Todos tenemos problemas.

Seguramente la noche anterior no has podido dormir pensando en cómo solucionar el problema que tienes ahora mismo. Das vuelta de un lado al otro y no sabes cómo salir de eso y menos cuándo acabará.

Déjame decirte que, de la misma manera, se encuentran tus compañeros de clase, de trabajo, familiares o amigos cercanos.

Todos tenemos problemas en la casa, con los amigos, en el trabajo, en la sociedad en general, en fin. Si los problemas se convirtieran en un tesoro, todos seríamos ricos.

¿Por qué a mi? ¿Hasta cuándo tantos problemas?

¿Por qué a mí? ¿Oras y oras y parece que tu oración no es escuchada por Dios?
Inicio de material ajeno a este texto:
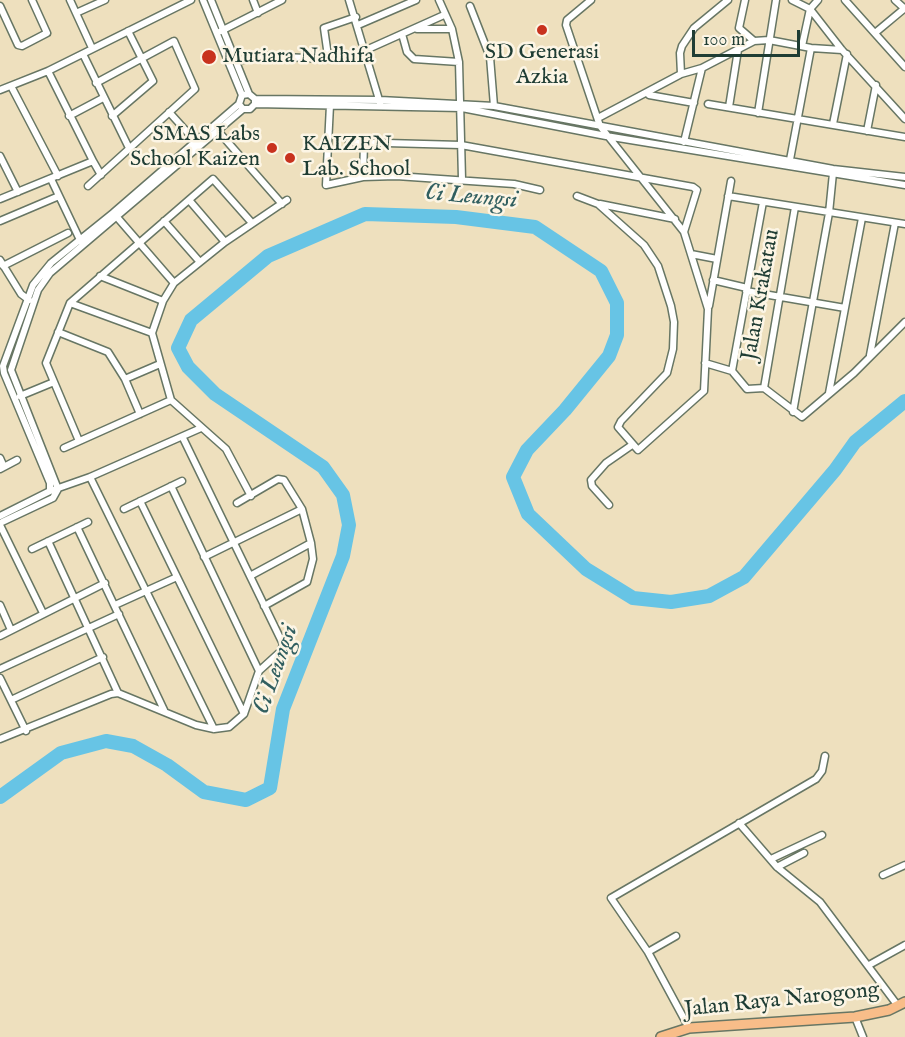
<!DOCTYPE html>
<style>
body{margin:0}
#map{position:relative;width:905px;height:1037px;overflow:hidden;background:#eee0be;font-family:"IM FELL English",serif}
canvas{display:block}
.scale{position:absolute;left:692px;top:30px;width:108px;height:27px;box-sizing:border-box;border:3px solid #1f3d34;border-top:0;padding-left:8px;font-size:18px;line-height:21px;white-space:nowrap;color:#1f3d34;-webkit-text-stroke:4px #fcf5e5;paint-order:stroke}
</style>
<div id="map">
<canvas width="905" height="1037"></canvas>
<div class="scale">100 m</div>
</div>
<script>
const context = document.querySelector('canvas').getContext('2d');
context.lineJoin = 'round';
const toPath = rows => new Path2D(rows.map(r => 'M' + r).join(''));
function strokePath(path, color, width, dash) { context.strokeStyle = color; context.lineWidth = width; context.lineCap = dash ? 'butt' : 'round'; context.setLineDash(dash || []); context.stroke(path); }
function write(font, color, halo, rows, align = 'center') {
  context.font = font + ' "IM FELL English",serif'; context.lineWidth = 5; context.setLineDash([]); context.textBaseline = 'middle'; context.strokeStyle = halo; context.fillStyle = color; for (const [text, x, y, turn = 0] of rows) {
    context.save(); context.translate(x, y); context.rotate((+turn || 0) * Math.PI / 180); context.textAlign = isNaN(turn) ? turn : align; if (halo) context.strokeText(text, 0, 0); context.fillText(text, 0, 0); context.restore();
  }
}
strokePath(toPath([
 [0,797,61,753,106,741,133,746,167,765,204,792,246,800,270,788,283,709,343,556,349,525,343,495,323,467,215,394,188,367,178,348,191,320,268,256,365,214,456,217,535,227,601,271,617,303,617,335,609,356,565,410,527,450,513,477,528,514,586,569,633,598,671,602,709,596,744,577,835,470,855,442,905,401]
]), '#67c4e5', 14);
const street = toPath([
 [70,0,92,48],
 [203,0,242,95],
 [211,0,249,94],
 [253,0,258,13],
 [349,0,380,103],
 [439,0,452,29,459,62,462,179],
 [745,0,739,28,754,41],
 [792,0,810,9,842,50,905,119],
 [845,0,905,67],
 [895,0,905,9],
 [0,6,18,45,22,46,47,33,32,0],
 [470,6,490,57,494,106],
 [76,13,105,0],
 [358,25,416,0],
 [417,29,452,29],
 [221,31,282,0],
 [875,33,905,8],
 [402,34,407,52,414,59,459,62],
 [802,46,810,9,818,0],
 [366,50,444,15],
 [83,54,129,148],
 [236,61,264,56,326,59,328,56,324,28,356,17],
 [48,71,93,161],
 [681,74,680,53,682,46,694,28,728,0],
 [11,86,58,176],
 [0,90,48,71,191,0],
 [649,95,694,103],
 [255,99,380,100,494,106,833,169,905,177],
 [255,104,462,108,606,136,905,185],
 [708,104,905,137],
 [330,105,326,185,363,177,396,176,514,184,540,190],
 [729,107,738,50],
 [169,112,197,143],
 [758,113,776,0],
 [69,116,103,98],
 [112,116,153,81,128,31],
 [598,118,681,74,702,68,754,41,769,40,811,48,842,50],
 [833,124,847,54],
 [218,131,282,204],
 [867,131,876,85],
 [349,142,461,145,693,187,697,190,684,232],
 [684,142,702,68],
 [0,156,18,192],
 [789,165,811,48],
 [363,177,364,143],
 [51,179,81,242],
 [88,186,195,89,174,41,96,83],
 [577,196,598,204,644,245,658,266,671,306,674,322,673,349,667,373,621,421,618,427,638,450,704,391,708,309,684,232,600,126,566,25,567,20,591,0],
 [728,196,905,224],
 [0,199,93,161,101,175],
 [189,200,225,242],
 [600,204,675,219],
 [116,216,174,283],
 [0,221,59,196],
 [164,221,199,261],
 [691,254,717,259],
 [0,260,21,294,29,300],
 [3,266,68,233],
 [100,276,163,301],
 [713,280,747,288],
 [746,291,845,308],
 [70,303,152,333],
 [709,306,731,181],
 [58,332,108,352,125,379,140,414],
 [870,355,895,223],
 [705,363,732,371,747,389,764,388,802,417,854,373,905,322],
 [732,371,763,202],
 [125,379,160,364],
 [764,388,795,207],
 [829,393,862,218],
 [20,396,54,382],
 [793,412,829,213,833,173],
 [79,441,46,363,70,303,213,179,252,223],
 [64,448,171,400],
 [0,458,4,467],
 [0,469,17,460],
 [90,477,214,729],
 [171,486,259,671],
 [50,491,50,483,4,373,3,366,33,285,51,263,113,213,239,104,242,95,249,94,255,99,255,104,250,109,243,109,239,104],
 [251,496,226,449,171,400,152,333,163,301,174,283,225,242,287,200],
 [140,501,244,714],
 [237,503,278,479,284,480,302,509,311,543,313,559,307,582,264,606],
 [609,505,592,486,591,480,606,463,632,445],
 [124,509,182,481],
 [0,516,50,491,90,477,201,428],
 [0,523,53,498,58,489,11,370,38,290,50,273,243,109],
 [0,525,43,613],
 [77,527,164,710],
 [48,541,118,693],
 [32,549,88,522],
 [204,557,302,509],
 [250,576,311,543],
 [0,605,11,630],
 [115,605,177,577],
 [0,636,105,583],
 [0,669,119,614],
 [0,678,26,731],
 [11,700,103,657],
 [0,739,111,694,118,693,196,725,214,729,229,727,244,714,259,671,281,651,283,644,183,438],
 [739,823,777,867,820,902,898,1006],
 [771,859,822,835],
 [777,867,804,853],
 [883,875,905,865],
 [648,952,676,936],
 [869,965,905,945],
 [855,1017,863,1037],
 [689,1028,648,952,611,898,816,779,822,771,825,756]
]);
const primary = toPath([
 [661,1037,689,1028,855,1017,889,1010,905,1002]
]);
strokePath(street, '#677664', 9);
strokePath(primary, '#677664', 12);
strokePath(street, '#fff', 6);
strokePath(primary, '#f8bd89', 9);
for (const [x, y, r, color] of [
 [542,30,6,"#c8321e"],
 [209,57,8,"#c8321e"],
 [272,148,6,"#c8321e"],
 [290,158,6,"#c8321e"]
]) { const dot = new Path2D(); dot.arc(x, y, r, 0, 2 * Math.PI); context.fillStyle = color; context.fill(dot); strokePath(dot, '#fcf5e5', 2); }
write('22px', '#1f3d34', '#fcf5e5', [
 ["SD Generasi",542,53,"center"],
 ["Azkia",542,78,"center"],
 ["Mutiara Nadhifa",222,57],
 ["SMAS Labs",260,135,"right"],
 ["School Kaizen",260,160,"right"],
 ["KAIZEN",302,145],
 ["Lab. School",302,170]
], 'left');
write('22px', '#1f3d34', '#fcf5e5', [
 ["Jalan Krakatau",762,295,-80],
 ["Jalan Raya Narogong",782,1001,-6]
]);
write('italic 24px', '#315f60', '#fcf5e5', [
 ["Ci Leungsi",471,198,5],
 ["Ci Leungsi",277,670,-71]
]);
</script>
Pareciera que no, pues los problemas empeoran y día a día se te suman más. Y la fe pronto se va debilitando hasta que te alejas de Dios.

A lo mejor estás leyendo este artículo desde una cama de enfermo, o desde tu oficina en medio de miles de actividades y regaños de tu jefe. O quizá desde la universidad y ya no puedes con la carga académica. O tal vez en tu casa en medio de los problemas económicos de la familia. O también en medio de los conflictos en tu noviazgo. Y te preguntas constantemente: ¿Hasta cuándo tantos problemas?

Pero, ¿por qué a mí?

¿Por qué a mi? es la pregunta que frecuentemente repites. Ahora te pregunto: ¿Acaso no has deseado alguna vez ser rico? ¿Recuerdas cuando arriba escribí «si los problemas se convirtieran en un tesoro, pronto serías rico?

Hoy te propongo una buena idea, a lo mejor no la perfecta, pero sí la que te ayudará a sobrellevar los problemas. En cada problema, identifica lo positivo, no es solo quedarse en ese: «¿Por qué a mí?, seguro hay algo escondido allí que puedes usar para bien.

Cada problema trae consigo un tesoro, ese que aún no has descubierto porque sigues empeñado en quejarte.

Tómate un par de minutos. Piensa. Reflexiona. Pregúntate:

«¿Cuál es el tesoro de mi problema? ¿Cuál es el lado positivo? ¿De qué me está salvando Dios?»

Muchas veces nosotros queremos que las cosas ya sucedan, que los problemas se solucionen o que simplemente no existan.

Dios sí existe y sus pensamientos no son iguales a los tuyos, ni tampoco a los míos. Su pensamiento y amor es divino, todo tiene un propósito, un tesoro.

¿Y María? Ella te ama diciéndote:

«No se entristezca tu corazón ni te llenes de angustia. ¿Acaso no estoy yo aquí, que soy tu Madre? ¿Acaso no soy tu ayuda y protección? ¿Acaso no soy yo la fuente de tu alegría? ¿Qué no estás en mi regazo, en el cruce de mis brazos?».

Ánimo. Dios tiene un gran tesoro para ti en esos problemas que tanto te agobian.